PROBLEM STATEMENT: Match the string "Oglethorpe" against each line below, and copy every line that matches.

DATASET:
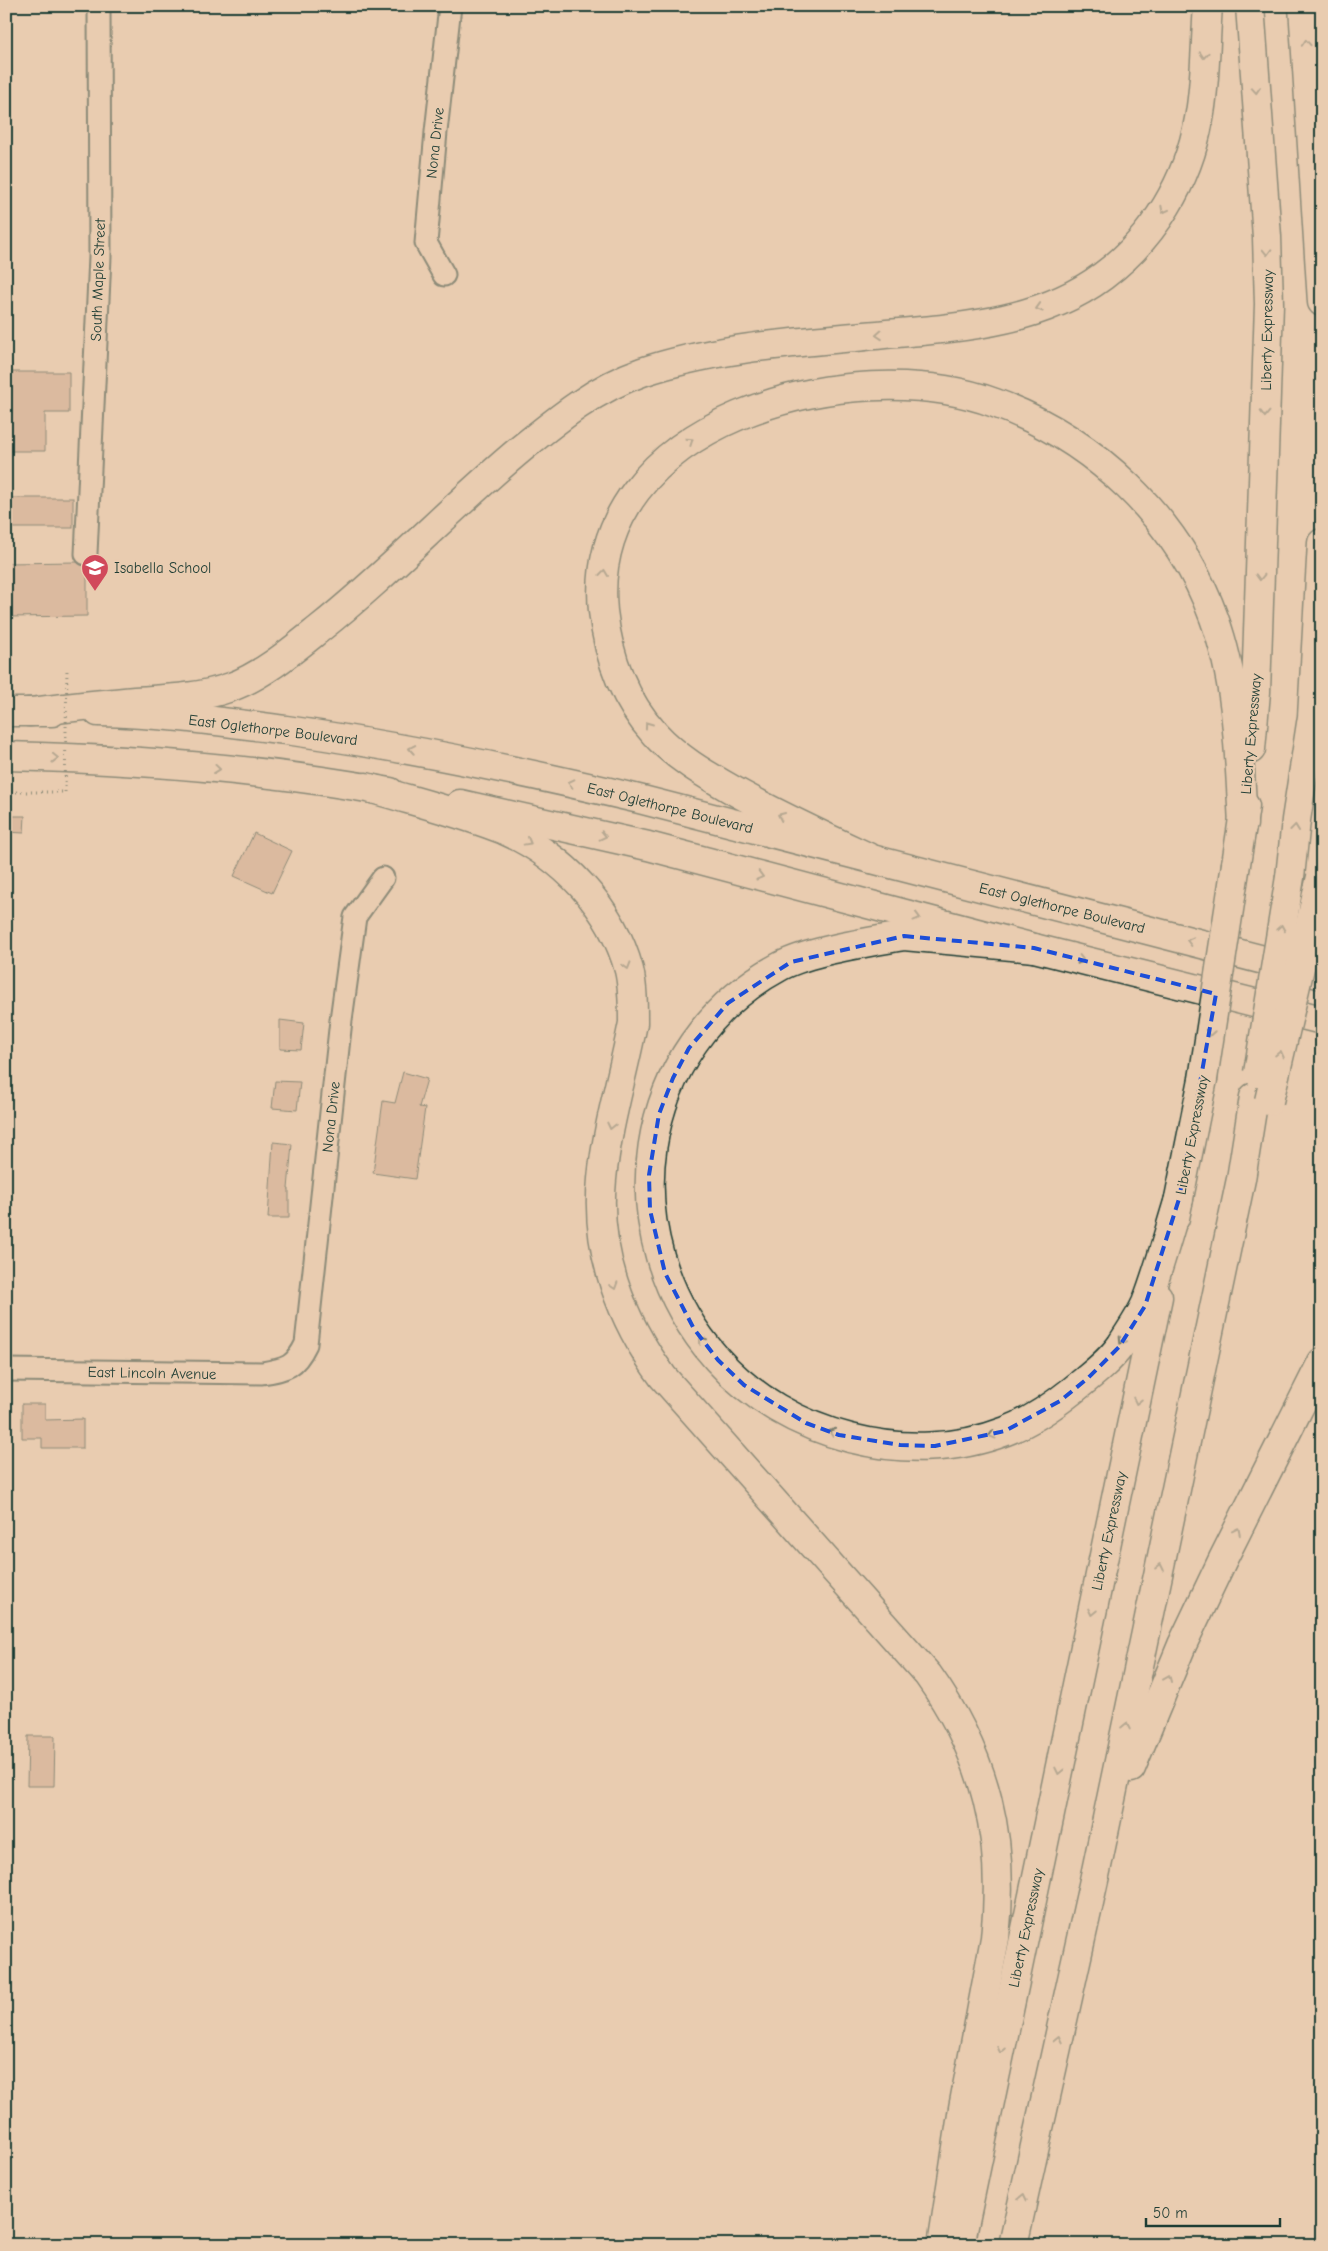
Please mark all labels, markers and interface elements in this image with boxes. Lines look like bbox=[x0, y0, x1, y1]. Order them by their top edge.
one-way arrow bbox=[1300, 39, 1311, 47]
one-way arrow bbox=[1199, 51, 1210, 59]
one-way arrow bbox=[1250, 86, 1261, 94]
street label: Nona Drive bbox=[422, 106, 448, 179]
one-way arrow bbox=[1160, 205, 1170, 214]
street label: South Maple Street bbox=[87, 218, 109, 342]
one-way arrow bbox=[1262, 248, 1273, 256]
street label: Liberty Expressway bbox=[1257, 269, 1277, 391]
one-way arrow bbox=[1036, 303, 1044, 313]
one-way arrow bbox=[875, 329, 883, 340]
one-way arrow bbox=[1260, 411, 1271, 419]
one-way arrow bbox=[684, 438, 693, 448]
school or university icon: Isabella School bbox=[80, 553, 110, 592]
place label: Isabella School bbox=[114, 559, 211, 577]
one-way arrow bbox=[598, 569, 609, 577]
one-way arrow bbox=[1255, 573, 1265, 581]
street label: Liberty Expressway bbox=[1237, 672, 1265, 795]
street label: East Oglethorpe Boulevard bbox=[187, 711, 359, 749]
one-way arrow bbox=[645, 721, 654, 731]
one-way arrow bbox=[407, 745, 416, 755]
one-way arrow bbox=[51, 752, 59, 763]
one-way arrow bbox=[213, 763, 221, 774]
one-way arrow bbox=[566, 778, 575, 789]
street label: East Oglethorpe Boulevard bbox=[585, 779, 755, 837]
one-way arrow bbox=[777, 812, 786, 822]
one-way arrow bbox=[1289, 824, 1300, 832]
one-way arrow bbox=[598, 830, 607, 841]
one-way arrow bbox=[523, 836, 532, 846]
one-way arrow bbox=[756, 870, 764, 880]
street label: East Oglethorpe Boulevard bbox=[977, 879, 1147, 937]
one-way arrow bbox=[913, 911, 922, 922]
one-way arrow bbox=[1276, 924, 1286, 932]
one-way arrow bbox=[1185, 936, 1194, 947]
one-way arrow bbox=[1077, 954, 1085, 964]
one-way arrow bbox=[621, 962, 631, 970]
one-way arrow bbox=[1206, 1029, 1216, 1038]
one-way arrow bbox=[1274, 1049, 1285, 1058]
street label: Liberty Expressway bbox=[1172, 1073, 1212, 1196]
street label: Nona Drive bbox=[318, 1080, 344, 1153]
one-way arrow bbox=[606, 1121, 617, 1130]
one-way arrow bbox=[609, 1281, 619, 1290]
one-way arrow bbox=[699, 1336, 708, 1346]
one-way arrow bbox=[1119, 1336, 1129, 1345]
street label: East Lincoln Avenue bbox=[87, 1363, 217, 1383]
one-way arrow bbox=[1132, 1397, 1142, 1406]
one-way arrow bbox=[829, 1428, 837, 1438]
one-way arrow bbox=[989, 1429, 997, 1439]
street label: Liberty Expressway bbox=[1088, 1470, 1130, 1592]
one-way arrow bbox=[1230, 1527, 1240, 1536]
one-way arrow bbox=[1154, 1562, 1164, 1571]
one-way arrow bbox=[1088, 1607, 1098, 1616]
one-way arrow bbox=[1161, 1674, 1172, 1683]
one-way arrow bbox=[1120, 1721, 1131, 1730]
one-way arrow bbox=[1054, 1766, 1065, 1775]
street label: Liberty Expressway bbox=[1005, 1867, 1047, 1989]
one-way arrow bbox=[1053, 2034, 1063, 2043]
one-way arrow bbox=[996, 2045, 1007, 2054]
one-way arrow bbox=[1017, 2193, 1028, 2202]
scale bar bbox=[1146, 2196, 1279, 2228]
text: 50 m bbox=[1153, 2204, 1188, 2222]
...
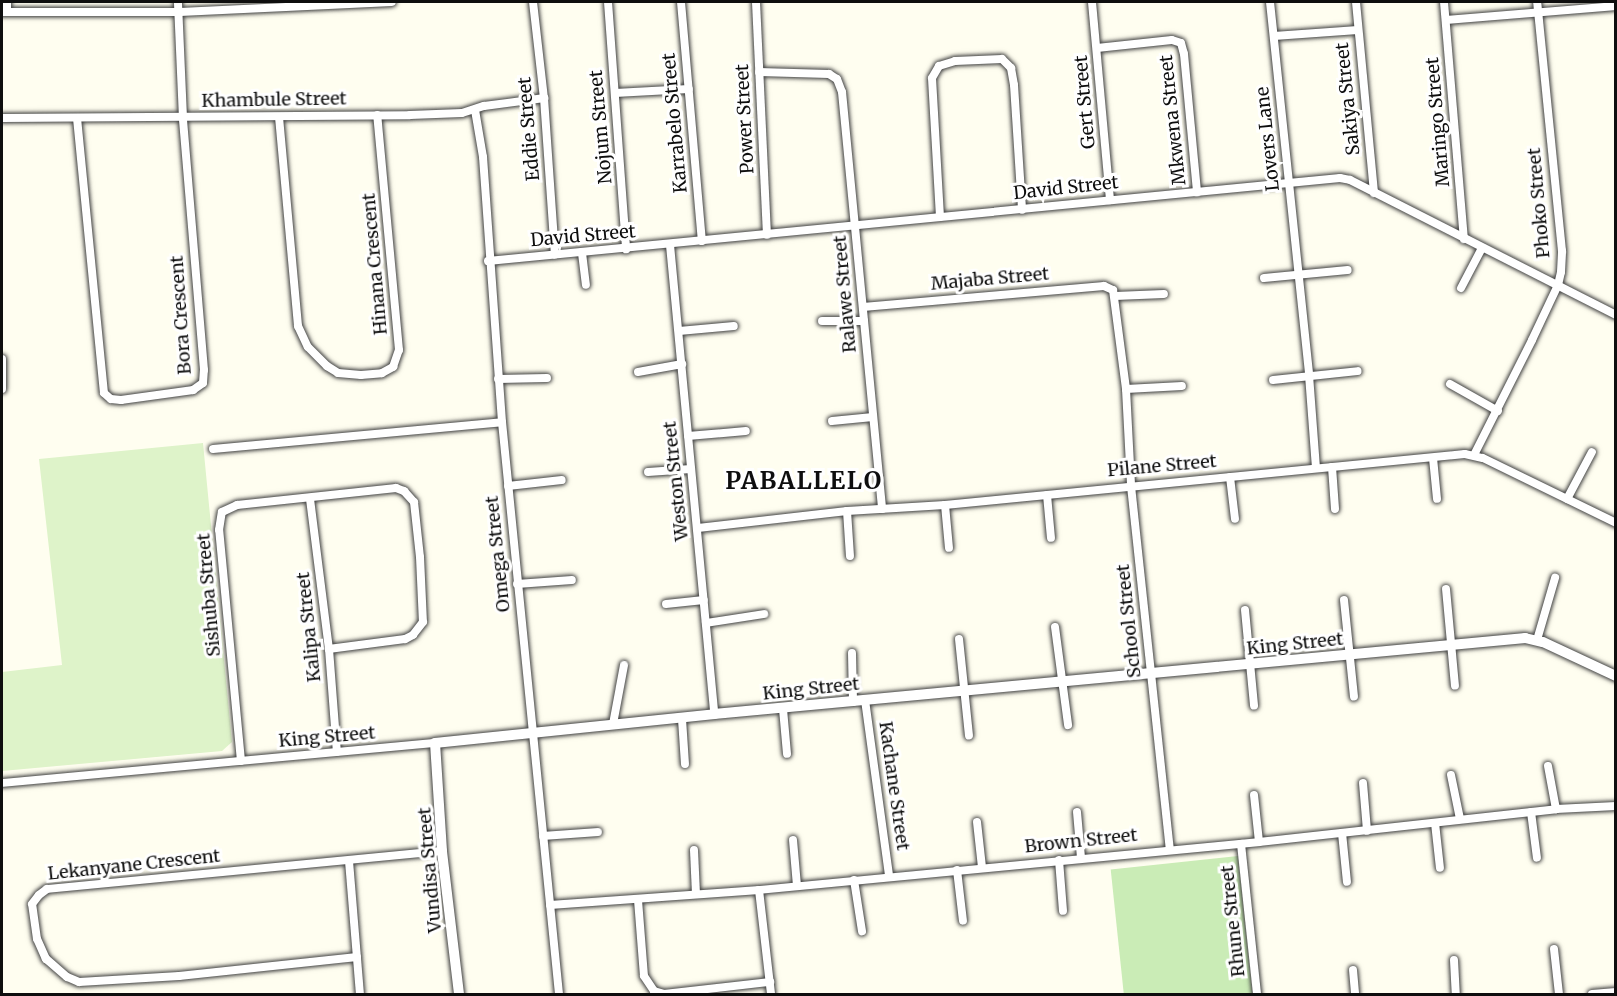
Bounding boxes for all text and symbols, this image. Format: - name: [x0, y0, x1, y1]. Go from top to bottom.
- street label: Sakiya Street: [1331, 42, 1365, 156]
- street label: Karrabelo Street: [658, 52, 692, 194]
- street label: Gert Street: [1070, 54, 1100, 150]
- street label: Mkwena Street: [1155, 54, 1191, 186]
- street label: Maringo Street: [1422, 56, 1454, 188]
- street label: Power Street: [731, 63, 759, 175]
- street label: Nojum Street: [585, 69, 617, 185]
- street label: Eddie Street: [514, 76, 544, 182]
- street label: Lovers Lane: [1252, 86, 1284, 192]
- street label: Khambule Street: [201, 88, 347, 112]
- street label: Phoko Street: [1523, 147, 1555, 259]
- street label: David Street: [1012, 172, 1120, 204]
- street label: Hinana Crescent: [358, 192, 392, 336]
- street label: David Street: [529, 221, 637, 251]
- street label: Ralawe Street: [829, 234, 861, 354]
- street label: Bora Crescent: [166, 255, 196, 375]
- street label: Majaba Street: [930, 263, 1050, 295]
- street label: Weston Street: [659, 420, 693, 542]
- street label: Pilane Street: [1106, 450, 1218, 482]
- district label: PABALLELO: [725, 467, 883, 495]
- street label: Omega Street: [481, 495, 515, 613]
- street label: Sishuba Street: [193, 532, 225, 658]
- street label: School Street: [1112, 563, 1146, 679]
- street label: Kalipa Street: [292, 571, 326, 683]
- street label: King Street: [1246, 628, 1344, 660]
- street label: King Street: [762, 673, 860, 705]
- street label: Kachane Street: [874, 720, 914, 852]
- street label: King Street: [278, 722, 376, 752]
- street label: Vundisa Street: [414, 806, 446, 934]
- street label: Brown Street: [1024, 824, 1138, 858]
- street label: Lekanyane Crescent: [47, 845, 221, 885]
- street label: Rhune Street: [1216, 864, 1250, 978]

YOUR RESPONSE:
street label: East Oglethorpe Boulevard bbox=[187, 711, 359, 749]
street label: East Oglethorpe Boulevard bbox=[585, 779, 755, 837]
street label: East Oglethorpe Boulevard bbox=[977, 879, 1147, 937]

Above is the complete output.